Dataset entries:

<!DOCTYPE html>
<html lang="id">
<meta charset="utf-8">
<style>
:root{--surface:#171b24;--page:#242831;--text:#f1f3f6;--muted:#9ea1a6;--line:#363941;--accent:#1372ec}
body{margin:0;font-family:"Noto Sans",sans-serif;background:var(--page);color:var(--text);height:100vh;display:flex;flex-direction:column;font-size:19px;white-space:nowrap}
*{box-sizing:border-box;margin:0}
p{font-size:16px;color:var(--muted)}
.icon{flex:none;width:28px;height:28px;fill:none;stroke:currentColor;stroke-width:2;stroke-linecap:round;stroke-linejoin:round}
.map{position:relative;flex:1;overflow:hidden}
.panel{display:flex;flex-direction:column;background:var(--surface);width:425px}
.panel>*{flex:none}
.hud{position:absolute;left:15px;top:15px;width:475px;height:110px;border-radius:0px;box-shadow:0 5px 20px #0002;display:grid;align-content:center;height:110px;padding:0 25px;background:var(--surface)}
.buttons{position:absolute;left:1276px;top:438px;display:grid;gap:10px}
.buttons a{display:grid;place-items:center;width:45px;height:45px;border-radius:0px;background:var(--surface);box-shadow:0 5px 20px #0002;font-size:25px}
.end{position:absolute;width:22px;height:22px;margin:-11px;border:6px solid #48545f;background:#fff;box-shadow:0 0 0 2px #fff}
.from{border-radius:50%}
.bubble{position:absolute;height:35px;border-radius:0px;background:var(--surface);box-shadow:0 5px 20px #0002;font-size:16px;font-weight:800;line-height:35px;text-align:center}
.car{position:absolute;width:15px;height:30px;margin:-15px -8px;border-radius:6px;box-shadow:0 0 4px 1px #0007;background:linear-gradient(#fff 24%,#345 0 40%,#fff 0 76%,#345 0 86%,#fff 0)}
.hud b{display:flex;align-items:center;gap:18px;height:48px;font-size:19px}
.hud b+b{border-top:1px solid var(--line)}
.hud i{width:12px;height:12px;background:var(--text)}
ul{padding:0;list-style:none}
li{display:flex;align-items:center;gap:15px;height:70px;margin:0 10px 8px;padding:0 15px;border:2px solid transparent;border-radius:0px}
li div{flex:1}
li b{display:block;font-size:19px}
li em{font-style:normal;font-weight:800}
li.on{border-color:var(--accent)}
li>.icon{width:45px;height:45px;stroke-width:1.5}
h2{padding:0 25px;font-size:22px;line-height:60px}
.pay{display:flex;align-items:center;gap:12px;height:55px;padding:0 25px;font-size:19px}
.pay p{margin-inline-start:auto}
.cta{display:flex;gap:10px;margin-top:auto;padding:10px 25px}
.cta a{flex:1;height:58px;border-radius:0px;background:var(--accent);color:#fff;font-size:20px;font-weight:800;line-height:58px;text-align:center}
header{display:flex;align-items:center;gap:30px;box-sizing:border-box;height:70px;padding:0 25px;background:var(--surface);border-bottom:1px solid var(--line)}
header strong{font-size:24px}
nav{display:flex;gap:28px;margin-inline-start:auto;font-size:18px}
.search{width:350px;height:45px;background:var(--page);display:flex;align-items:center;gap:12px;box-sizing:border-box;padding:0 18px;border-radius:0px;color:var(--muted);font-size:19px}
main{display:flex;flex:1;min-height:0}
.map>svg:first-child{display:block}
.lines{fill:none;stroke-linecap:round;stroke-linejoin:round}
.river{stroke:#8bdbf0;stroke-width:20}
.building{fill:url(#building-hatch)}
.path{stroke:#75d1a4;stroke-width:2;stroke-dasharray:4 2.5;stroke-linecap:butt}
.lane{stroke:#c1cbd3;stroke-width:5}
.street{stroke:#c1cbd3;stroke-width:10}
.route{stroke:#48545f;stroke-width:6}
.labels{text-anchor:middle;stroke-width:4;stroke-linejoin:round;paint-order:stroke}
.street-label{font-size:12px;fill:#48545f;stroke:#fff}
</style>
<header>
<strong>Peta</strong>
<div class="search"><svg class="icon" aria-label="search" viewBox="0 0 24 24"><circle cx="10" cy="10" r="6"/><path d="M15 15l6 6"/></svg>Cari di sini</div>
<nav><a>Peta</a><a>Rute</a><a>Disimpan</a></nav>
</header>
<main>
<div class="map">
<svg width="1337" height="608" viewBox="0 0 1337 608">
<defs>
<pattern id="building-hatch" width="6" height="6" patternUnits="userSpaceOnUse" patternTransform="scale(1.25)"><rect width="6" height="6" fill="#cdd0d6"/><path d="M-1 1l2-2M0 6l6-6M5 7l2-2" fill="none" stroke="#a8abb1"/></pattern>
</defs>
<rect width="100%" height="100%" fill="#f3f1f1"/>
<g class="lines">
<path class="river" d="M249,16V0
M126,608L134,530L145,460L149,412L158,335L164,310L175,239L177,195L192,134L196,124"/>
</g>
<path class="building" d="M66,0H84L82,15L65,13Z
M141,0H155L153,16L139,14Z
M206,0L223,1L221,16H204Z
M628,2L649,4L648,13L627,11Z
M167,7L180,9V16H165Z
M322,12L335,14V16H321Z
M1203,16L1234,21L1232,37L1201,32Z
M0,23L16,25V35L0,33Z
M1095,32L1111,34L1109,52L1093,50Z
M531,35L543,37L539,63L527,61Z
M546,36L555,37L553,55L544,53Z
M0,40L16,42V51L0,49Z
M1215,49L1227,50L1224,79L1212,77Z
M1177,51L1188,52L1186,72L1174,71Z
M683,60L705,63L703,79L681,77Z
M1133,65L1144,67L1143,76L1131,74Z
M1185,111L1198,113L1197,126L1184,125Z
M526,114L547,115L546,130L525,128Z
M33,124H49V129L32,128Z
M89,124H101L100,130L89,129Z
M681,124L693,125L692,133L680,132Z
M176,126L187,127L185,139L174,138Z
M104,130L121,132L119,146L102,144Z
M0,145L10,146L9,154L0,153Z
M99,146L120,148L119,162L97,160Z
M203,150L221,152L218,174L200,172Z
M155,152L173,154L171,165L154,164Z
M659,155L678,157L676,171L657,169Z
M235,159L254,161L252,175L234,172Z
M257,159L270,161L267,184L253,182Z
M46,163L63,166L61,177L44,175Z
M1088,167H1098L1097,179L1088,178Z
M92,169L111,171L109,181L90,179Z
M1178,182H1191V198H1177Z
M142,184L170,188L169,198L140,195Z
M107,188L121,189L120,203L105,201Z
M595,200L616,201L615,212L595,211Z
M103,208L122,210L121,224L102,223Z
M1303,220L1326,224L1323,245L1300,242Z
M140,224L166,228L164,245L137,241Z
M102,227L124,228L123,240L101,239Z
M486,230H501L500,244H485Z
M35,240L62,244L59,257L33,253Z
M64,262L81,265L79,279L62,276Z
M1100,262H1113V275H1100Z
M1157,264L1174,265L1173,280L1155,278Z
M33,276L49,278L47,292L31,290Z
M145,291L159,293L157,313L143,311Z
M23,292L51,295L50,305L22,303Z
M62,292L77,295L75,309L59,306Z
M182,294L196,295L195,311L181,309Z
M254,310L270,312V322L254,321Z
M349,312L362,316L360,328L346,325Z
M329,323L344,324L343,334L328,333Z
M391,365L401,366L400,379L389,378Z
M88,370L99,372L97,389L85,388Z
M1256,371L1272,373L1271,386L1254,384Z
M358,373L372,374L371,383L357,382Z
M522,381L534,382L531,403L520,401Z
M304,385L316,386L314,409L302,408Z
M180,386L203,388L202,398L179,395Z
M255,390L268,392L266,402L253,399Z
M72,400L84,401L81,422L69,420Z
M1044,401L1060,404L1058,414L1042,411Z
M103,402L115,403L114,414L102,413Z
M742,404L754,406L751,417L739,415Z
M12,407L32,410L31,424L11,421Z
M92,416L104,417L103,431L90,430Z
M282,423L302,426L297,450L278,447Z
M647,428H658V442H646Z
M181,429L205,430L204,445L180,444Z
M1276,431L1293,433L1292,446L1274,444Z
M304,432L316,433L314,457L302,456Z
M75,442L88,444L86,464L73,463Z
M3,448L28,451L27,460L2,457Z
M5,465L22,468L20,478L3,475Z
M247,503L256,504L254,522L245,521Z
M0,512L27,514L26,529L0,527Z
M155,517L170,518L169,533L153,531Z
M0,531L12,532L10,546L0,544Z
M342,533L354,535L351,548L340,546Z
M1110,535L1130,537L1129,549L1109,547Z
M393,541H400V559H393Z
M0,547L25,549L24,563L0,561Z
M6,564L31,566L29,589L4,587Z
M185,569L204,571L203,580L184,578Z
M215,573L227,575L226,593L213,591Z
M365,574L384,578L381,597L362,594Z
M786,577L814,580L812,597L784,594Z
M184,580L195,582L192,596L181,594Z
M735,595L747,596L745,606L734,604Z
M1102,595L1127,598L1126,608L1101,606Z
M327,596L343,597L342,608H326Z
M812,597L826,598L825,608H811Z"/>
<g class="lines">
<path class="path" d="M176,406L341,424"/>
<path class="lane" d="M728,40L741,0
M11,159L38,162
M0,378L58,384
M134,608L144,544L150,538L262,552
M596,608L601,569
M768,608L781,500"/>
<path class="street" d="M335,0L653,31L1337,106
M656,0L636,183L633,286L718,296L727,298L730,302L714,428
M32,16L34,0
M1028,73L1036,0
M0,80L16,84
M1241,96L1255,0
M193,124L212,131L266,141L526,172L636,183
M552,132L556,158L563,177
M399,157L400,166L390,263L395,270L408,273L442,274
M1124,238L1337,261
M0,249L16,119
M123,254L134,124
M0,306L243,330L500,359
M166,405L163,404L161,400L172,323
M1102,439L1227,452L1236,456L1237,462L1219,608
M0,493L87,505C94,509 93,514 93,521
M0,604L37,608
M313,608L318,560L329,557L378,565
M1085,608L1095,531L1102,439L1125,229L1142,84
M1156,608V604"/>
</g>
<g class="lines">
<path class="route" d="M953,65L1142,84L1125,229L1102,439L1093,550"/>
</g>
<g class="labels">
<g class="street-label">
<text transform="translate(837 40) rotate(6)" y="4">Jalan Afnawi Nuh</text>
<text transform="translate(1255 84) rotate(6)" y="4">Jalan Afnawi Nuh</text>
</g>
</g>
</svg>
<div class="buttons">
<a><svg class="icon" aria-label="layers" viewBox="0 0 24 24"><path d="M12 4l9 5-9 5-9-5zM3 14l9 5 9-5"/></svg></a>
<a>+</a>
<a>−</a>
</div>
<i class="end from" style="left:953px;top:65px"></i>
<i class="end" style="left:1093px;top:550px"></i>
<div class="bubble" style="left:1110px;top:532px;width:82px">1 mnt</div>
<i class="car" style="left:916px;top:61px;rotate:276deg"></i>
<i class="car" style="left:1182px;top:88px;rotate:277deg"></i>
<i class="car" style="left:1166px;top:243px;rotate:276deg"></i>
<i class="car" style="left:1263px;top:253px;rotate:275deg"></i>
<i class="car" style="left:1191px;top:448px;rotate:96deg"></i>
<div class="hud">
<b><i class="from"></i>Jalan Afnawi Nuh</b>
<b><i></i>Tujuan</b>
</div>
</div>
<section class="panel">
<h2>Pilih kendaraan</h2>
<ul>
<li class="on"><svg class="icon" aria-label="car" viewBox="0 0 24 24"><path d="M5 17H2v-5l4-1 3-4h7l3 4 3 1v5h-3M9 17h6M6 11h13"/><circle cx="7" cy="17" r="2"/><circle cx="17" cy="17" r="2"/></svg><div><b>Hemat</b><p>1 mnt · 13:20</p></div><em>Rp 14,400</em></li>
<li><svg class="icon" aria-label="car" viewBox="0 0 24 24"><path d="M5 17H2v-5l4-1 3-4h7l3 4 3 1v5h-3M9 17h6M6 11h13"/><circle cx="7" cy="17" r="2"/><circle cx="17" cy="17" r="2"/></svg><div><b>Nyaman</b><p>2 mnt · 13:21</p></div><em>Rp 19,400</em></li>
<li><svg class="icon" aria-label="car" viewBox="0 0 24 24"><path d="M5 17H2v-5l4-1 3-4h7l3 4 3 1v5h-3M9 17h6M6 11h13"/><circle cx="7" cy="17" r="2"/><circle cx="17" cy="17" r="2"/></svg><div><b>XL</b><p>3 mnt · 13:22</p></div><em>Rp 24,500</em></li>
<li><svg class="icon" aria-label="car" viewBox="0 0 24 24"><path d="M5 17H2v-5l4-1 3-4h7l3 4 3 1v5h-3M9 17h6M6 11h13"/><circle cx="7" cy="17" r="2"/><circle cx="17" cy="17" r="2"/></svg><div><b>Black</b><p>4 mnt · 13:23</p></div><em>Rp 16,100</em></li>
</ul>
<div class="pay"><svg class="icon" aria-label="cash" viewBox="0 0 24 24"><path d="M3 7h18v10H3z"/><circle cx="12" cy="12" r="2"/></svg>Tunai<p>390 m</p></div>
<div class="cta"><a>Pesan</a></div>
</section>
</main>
* * *
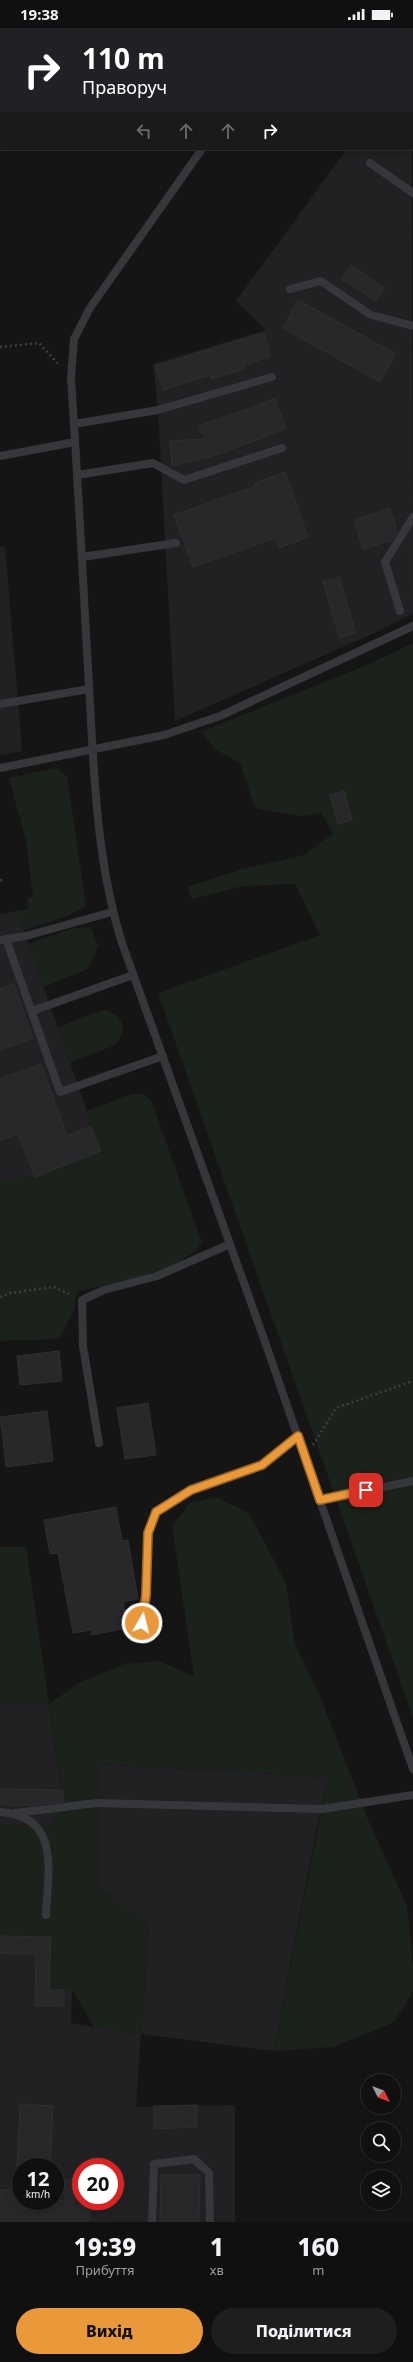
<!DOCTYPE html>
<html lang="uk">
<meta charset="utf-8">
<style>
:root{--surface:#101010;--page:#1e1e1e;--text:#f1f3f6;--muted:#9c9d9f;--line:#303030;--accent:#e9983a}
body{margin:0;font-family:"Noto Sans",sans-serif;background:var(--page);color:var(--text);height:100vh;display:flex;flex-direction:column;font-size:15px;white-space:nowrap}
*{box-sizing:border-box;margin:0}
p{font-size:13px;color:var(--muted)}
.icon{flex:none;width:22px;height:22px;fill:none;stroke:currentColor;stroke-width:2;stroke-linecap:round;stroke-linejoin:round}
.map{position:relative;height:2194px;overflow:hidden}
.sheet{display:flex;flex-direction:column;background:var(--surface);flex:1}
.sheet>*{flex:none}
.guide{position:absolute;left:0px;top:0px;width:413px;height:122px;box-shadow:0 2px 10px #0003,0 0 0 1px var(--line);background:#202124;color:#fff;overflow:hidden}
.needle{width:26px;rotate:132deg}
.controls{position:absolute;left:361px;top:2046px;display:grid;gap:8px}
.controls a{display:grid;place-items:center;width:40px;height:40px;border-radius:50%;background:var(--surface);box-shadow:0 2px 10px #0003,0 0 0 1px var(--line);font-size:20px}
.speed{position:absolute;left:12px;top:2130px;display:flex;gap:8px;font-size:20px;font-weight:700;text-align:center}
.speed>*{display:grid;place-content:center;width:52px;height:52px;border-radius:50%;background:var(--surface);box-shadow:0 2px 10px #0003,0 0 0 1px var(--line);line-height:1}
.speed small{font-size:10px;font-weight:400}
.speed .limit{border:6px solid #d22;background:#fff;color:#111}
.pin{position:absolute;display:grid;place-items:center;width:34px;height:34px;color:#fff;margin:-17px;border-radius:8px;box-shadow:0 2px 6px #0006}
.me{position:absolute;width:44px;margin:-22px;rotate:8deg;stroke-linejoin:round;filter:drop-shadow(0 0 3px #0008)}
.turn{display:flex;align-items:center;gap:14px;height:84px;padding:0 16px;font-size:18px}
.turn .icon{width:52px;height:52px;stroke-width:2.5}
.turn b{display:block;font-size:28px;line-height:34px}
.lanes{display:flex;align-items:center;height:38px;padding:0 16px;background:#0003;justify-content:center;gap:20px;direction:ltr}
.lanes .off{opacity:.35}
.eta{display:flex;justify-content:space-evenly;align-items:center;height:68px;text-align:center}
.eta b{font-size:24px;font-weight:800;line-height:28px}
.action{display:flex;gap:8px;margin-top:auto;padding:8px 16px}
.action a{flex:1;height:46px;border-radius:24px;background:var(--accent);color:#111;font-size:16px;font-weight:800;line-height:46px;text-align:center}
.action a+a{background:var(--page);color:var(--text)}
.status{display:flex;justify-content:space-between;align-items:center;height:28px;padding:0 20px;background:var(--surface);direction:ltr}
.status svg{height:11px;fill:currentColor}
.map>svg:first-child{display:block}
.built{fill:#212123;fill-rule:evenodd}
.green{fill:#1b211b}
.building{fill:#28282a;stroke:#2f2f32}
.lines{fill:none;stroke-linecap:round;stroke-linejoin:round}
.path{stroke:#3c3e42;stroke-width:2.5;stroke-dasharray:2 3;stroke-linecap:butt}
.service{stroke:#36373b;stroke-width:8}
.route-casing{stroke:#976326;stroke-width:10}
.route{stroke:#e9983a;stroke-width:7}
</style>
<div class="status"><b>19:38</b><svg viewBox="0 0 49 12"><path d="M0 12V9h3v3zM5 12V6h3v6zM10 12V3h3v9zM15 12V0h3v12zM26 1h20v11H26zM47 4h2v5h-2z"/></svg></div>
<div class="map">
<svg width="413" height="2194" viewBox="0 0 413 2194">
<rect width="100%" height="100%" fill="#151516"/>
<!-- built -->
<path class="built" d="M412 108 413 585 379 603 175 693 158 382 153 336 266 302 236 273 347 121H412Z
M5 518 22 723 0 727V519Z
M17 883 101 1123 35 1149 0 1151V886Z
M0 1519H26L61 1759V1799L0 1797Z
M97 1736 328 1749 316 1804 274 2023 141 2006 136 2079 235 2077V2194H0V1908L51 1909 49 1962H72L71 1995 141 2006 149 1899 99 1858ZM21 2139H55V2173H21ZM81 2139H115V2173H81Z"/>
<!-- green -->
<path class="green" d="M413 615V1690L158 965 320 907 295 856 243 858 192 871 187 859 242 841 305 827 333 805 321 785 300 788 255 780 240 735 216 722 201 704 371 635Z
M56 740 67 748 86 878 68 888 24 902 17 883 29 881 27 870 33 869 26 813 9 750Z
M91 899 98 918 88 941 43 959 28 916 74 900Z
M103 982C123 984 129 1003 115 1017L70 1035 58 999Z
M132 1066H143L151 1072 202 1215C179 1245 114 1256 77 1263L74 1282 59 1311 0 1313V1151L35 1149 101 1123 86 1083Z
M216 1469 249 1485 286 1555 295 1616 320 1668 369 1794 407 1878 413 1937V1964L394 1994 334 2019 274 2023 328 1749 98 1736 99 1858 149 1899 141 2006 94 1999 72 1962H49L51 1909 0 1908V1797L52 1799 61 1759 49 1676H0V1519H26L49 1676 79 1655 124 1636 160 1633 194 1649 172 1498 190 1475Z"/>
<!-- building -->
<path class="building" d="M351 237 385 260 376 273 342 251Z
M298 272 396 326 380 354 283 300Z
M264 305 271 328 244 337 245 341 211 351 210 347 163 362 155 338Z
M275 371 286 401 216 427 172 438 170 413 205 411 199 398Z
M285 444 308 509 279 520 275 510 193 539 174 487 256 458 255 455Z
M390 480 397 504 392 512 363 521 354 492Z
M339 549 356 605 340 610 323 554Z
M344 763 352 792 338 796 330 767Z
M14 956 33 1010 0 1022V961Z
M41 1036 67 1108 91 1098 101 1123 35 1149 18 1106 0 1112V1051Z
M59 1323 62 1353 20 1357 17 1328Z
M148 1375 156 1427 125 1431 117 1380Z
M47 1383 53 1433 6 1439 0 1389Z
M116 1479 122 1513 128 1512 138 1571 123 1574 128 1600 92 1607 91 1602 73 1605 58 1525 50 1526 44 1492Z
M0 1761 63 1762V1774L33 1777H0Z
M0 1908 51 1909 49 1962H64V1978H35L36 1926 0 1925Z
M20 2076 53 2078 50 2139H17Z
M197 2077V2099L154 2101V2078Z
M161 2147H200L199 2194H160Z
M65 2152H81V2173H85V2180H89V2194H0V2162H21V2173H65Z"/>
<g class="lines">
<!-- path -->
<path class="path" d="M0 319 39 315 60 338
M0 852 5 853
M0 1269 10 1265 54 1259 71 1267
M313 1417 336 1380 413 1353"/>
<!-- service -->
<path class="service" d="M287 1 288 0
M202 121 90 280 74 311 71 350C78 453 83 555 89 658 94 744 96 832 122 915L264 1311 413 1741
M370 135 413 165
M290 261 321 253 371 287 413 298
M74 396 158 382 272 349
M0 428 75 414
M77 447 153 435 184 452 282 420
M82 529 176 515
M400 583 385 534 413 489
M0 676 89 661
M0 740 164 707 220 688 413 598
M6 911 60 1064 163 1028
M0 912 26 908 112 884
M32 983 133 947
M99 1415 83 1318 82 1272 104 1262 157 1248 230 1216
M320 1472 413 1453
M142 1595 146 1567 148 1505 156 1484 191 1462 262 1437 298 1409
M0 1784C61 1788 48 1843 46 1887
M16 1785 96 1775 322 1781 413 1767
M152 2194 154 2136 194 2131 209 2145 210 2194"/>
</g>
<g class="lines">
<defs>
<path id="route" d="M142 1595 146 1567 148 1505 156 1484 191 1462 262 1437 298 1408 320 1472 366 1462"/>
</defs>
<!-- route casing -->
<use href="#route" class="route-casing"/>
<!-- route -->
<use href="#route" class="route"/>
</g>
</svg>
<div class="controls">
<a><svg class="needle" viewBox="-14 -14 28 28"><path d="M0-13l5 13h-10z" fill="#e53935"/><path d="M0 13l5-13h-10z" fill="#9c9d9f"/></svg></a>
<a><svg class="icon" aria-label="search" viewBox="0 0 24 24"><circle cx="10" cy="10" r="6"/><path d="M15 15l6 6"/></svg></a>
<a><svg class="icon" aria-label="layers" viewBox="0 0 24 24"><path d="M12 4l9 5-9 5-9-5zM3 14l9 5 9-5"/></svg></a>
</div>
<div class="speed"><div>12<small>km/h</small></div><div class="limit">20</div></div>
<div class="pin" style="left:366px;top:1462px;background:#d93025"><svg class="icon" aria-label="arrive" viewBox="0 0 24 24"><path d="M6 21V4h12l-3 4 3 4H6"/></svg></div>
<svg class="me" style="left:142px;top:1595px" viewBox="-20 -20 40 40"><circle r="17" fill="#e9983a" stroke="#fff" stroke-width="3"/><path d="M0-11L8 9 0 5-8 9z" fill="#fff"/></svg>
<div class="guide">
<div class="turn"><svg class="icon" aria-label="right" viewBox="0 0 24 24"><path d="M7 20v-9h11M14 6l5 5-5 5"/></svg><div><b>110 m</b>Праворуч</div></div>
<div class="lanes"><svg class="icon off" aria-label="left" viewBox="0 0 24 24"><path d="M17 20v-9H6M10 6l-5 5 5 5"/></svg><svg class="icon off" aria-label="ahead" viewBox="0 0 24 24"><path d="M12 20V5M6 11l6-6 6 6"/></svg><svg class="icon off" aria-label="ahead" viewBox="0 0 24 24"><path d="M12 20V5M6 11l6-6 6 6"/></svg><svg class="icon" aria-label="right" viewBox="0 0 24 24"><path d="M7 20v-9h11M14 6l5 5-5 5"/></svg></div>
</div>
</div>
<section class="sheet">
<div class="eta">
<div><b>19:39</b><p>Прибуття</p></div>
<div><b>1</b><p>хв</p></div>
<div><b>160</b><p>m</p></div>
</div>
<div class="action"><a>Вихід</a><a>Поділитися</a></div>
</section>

**Task objective:** Exactly how many lines in the data above hold "limit"? State that number only.

**Your response:** 2